◆ **Exercise aim**: Wherever a picture appears in the data below, omit it, and restate everything else word for word.

========================

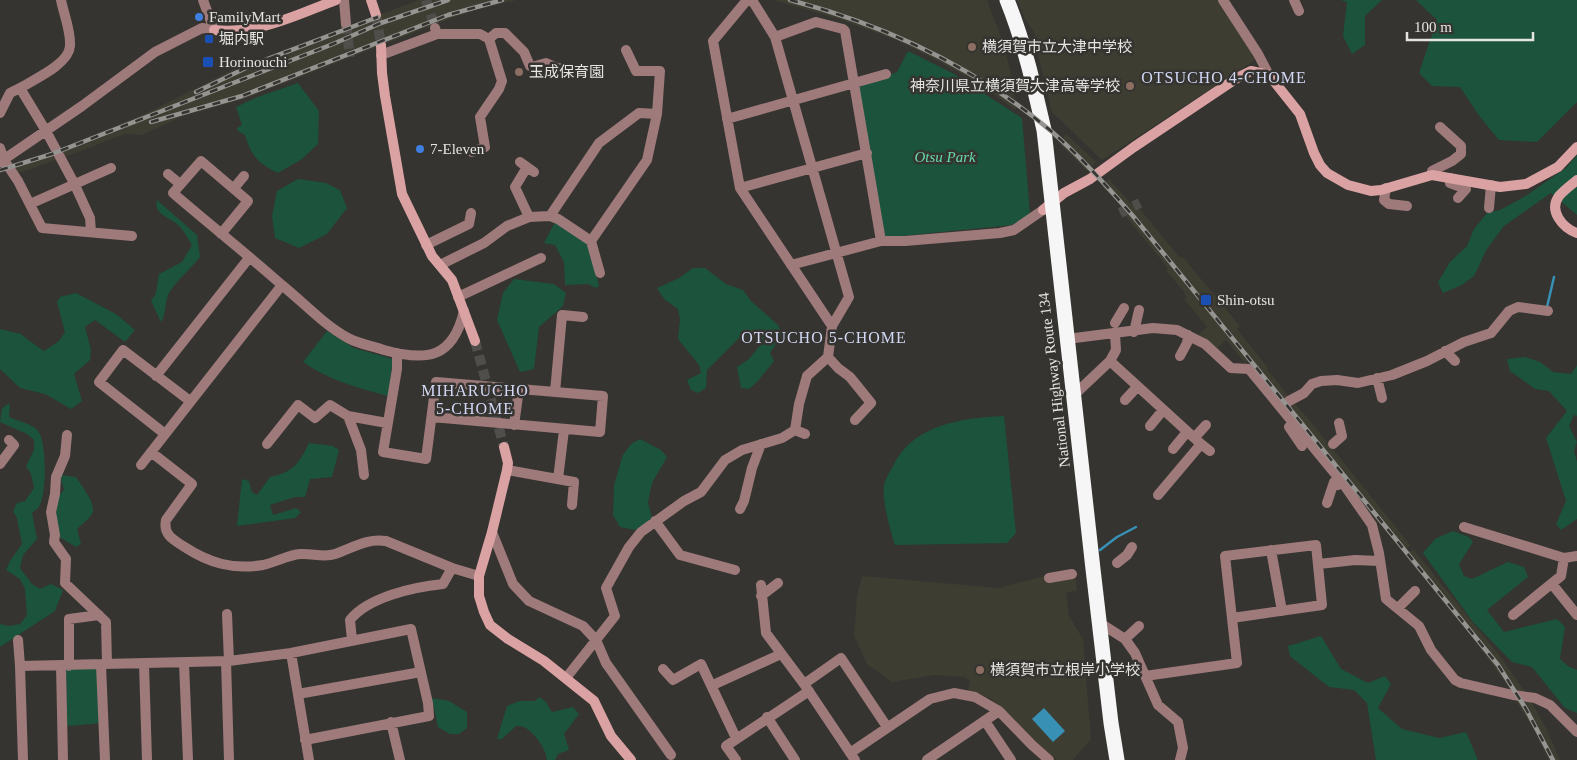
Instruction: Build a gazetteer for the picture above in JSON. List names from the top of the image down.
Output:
{
  "streets": {
    "highway": ["National Highway Route 134"]
  },
  "districts": ["OTSUCHO 4-CHOME", "OTSUCHO 5-CHOME", "MIHARUCHO 5-CHOME"],
  "parks": ["Otsu Park"],
  "places": {
    "other": [
      "FamilyMart",
      "横須賀市立大津中学校",
      "玉成保育園",
      "神奈川県立横須賀大津高等学校",
      "7-Eleven",
      "横須賀市立根岸小学校"
    ],
    "transit": ["堀内駅", "Horinouchi", "Shin-otsu"]
  },
  "scale_bar": "100 m"
}
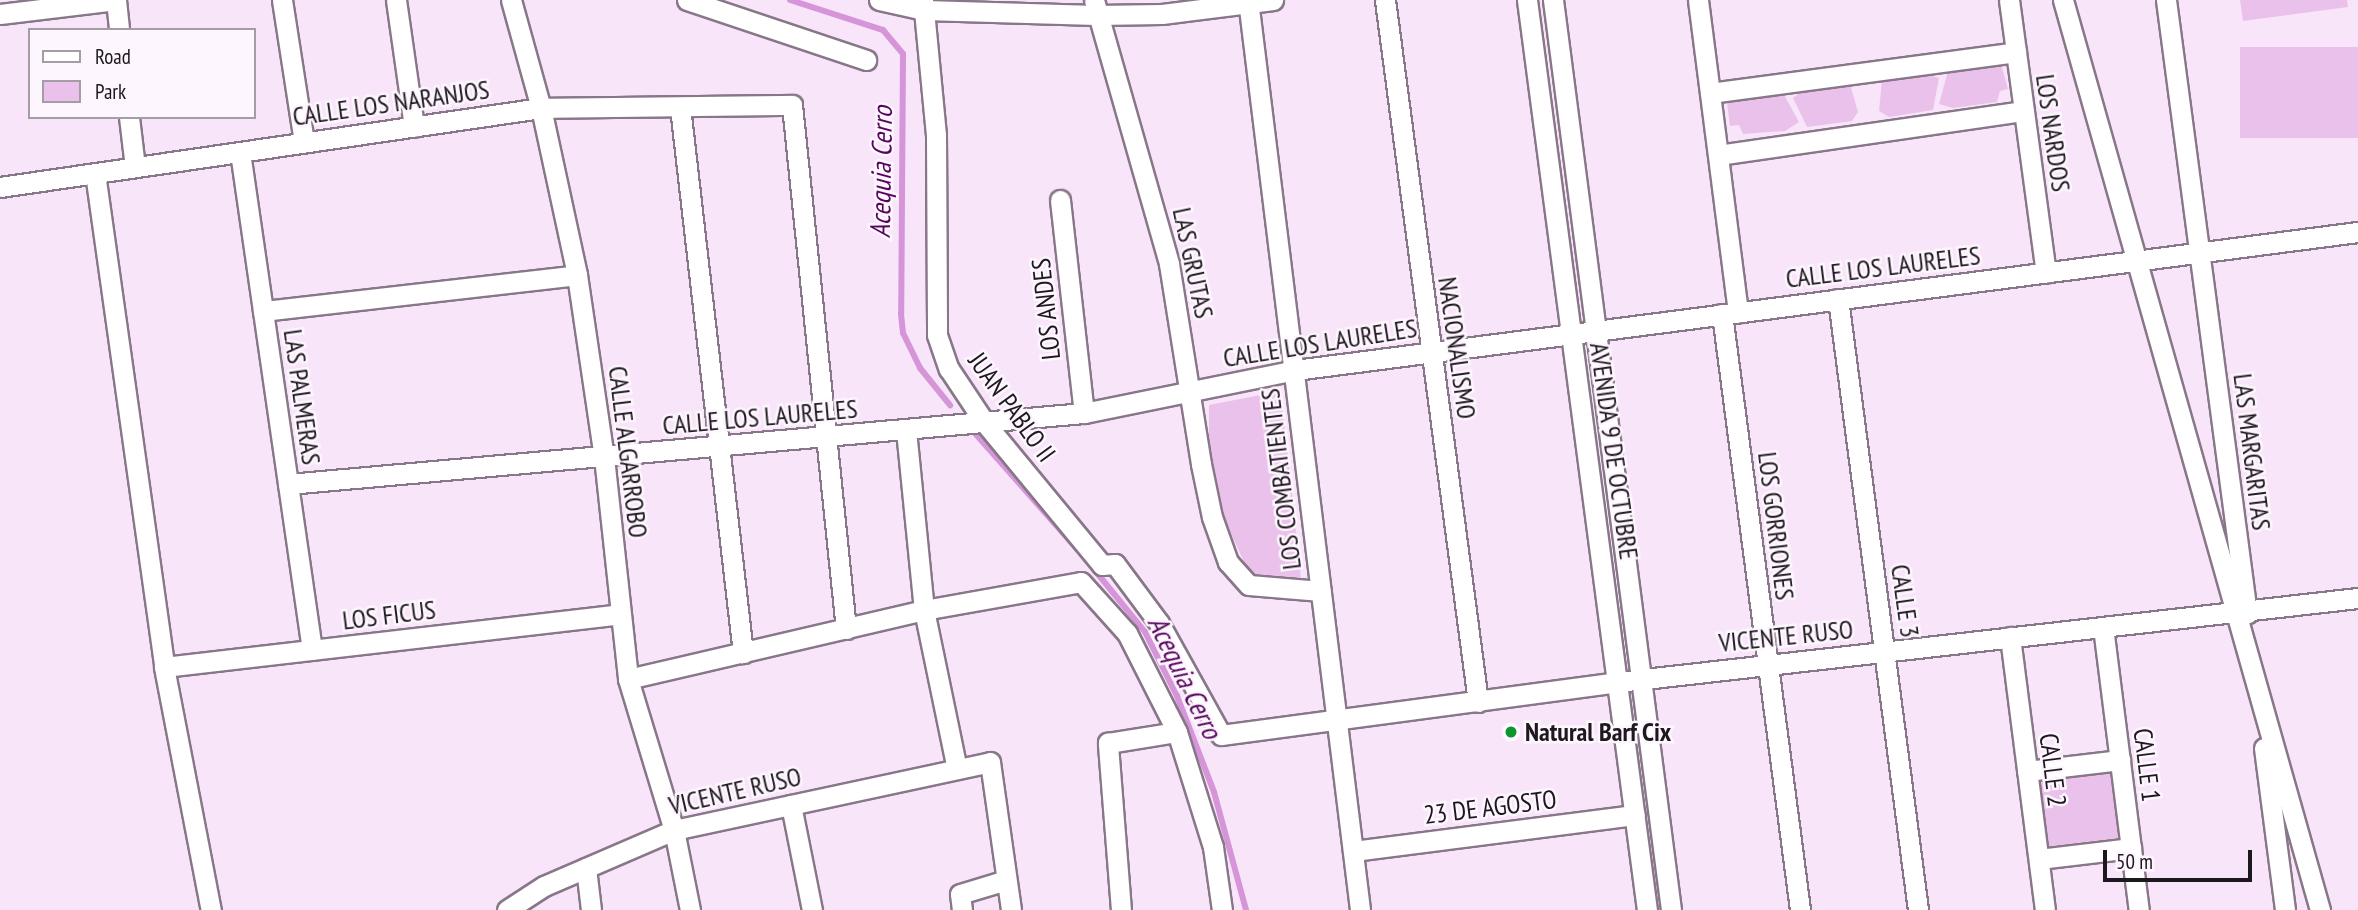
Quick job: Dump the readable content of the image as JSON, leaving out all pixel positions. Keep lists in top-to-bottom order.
{
  "streets": {
    "street": [
      "CALLE LOS NARANJOS",
      "LOS NARDOS",
      "LAS GRUTAS",
      "CALLE LOS LAURELES",
      "LOS ANDES",
      "NACIONALISMO",
      "LAS PALMERAS",
      "JUAN PABLO II",
      "AVENIDA 9 DE OCTUBRE",
      "CALLE ALGARROBO",
      "LAS MARGARITAS",
      "LOS COMBATIENTES",
      "LOS GORRIONES",
      "CALLE 3",
      "LOS FICUS",
      "VICENTE RUSO",
      "CALLE 1",
      "CALLE 2",
      "23 DE AGOSTO"
    ]
  },
  "crossings": [
    ["CALLE LOS NARANJOS", "CALLE LOS LAURELES"],
    ["CALLE LOS NARANJOS", "LAS PALMERAS"],
    ["CALLE LOS NARANJOS", "CALLE ALGARROBO"],
    ["LOS NARDOS", "CALLE LOS LAURELES"],
    ["LAS GRUTAS", "CALLE LOS LAURELES"],
    ["LAS GRUTAS", "LOS COMBATIENTES"],
    ["CALLE LOS LAURELES", "LOS ANDES"],
    ["CALLE LOS LAURELES", "NACIONALISMO"],
    ["CALLE LOS LAURELES", "LAS PALMERAS"],
    ["CALLE LOS LAURELES", "JUAN PABLO II"],
    ["CALLE LOS LAURELES", "AVENIDA 9 DE OCTUBRE"],
    ["CALLE LOS LAURELES", "CALLE ALGARROBO"],
    ["CALLE LOS LAURELES", "LAS MARGARITAS"],
    ["CALLE LOS LAURELES", "LOS COMBATIENTES"],
    ["CALLE LOS LAURELES", "LOS GORRIONES"],
    ["CALLE LOS LAURELES", "CALLE 3"],
    ["NACIONALISMO", "VICENTE RUSO"],
    ["LAS PALMERAS", "LOS FICUS"],
    ["JUAN PABLO II", "VICENTE RUSO"],
    ["AVENIDA 9 DE OCTUBRE", "VICENTE RUSO"],
    ["AVENIDA 9 DE OCTUBRE", "23 DE AGOSTO"],
    ["CALLE ALGARROBO", "LOS FICUS"],
    ["CALLE ALGARROBO", "VICENTE RUSO"],
    ["LAS MARGARITAS", "VICENTE RUSO"],
    ["LOS COMBATIENTES", "VICENTE RUSO"],
    ["LOS COMBATIENTES", "23 DE AGOSTO"],
    ["LOS GORRIONES", "VICENTE RUSO"],
    ["CALLE 3", "VICENTE RUSO"],
    ["VICENTE RUSO", "CALLE 1"],
    ["VICENTE RUSO", "CALLE 2"]
  ],
  "water": ["Acequia Cerro"],
  "places": ["Natural Barf Cix"],
  "legend": ["Road", "Park"],
  "scale_bar": "50 m"
}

========================

◆ **Result**:
Instruction: Build a gazetteer for the picture above in JSON. List names from the top of the image down.
Output:
{
  "streets": {
    "highway": ["National Highway Route 134"]
  },
  "districts": ["OTSUCHO 4-CHOME", "OTSUCHO 5-CHOME", "MIHARUCHO 5-CHOME"],
  "parks": ["Otsu Park"],
  "places": {
    "other": [
      "FamilyMart",
      "横須賀市立大津中学校",
      "玉成保育園",
      "神奈川県立横須賀大津高等学校",
      "7-Eleven",
      "横須賀市立根岸小学校"
    ],
    "transit": ["堀内駅", "Horinouchi", "Shin-otsu"]
  },
  "scale_bar": "100 m"
}
Quick job: Dump the readable content of the image as JSON, leaving out all pixel positions. Keep lists in top-to-bottom order.
{
  "streets": {
    "street": [
      "CALLE LOS NARANJOS",
      "LOS NARDOS",
      "LAS GRUTAS",
      "CALLE LOS LAURELES",
      "LOS ANDES",
      "NACIONALISMO",
      "LAS PALMERAS",
      "JUAN PABLO II",
      "AVENIDA 9 DE OCTUBRE",
      "CALLE ALGARROBO",
      "LAS MARGARITAS",
      "LOS COMBATIENTES",
      "LOS GORRIONES",
      "CALLE 3",
      "LOS FICUS",
      "VICENTE RUSO",
      "CALLE 1",
      "CALLE 2",
      "23 DE AGOSTO"
    ]
  },
  "crossings": [
    ["CALLE LOS NARANJOS", "CALLE LOS LAURELES"],
    ["CALLE LOS NARANJOS", "LAS PALMERAS"],
    ["CALLE LOS NARANJOS", "CALLE ALGARROBO"],
    ["LOS NARDOS", "CALLE LOS LAURELES"],
    ["LAS GRUTAS", "CALLE LOS LAURELES"],
    ["LAS GRUTAS", "LOS COMBATIENTES"],
    ["CALLE LOS LAURELES", "LOS ANDES"],
    ["CALLE LOS LAURELES", "NACIONALISMO"],
    ["CALLE LOS LAURELES", "LAS PALMERAS"],
    ["CALLE LOS LAURELES", "JUAN PABLO II"],
    ["CALLE LOS LAURELES", "AVENIDA 9 DE OCTUBRE"],
    ["CALLE LOS LAURELES", "CALLE ALGARROBO"],
    ["CALLE LOS LAURELES", "LAS MARGARITAS"],
    ["CALLE LOS LAURELES", "LOS COMBATIENTES"],
    ["CALLE LOS LAURELES", "LOS GORRIONES"],
    ["CALLE LOS LAURELES", "CALLE 3"],
    ["NACIONALISMO", "VICENTE RUSO"],
    ["LAS PALMERAS", "LOS FICUS"],
    ["JUAN PABLO II", "VICENTE RUSO"],
    ["AVENIDA 9 DE OCTUBRE", "VICENTE RUSO"],
    ["AVENIDA 9 DE OCTUBRE", "23 DE AGOSTO"],
    ["CALLE ALGARROBO", "LOS FICUS"],
    ["CALLE ALGARROBO", "VICENTE RUSO"],
    ["LAS MARGARITAS", "VICENTE RUSO"],
    ["LOS COMBATIENTES", "VICENTE RUSO"],
    ["LOS COMBATIENTES", "23 DE AGOSTO"],
    ["LOS GORRIONES", "VICENTE RUSO"],
    ["CALLE 3", "VICENTE RUSO"],
    ["VICENTE RUSO", "CALLE 1"],
    ["VICENTE RUSO", "CALLE 2"]
  ],
  "water": ["Acequia Cerro"],
  "places": ["Natural Barf Cix"],
  "legend": ["Road", "Park"],
  "scale_bar": "50 m"
}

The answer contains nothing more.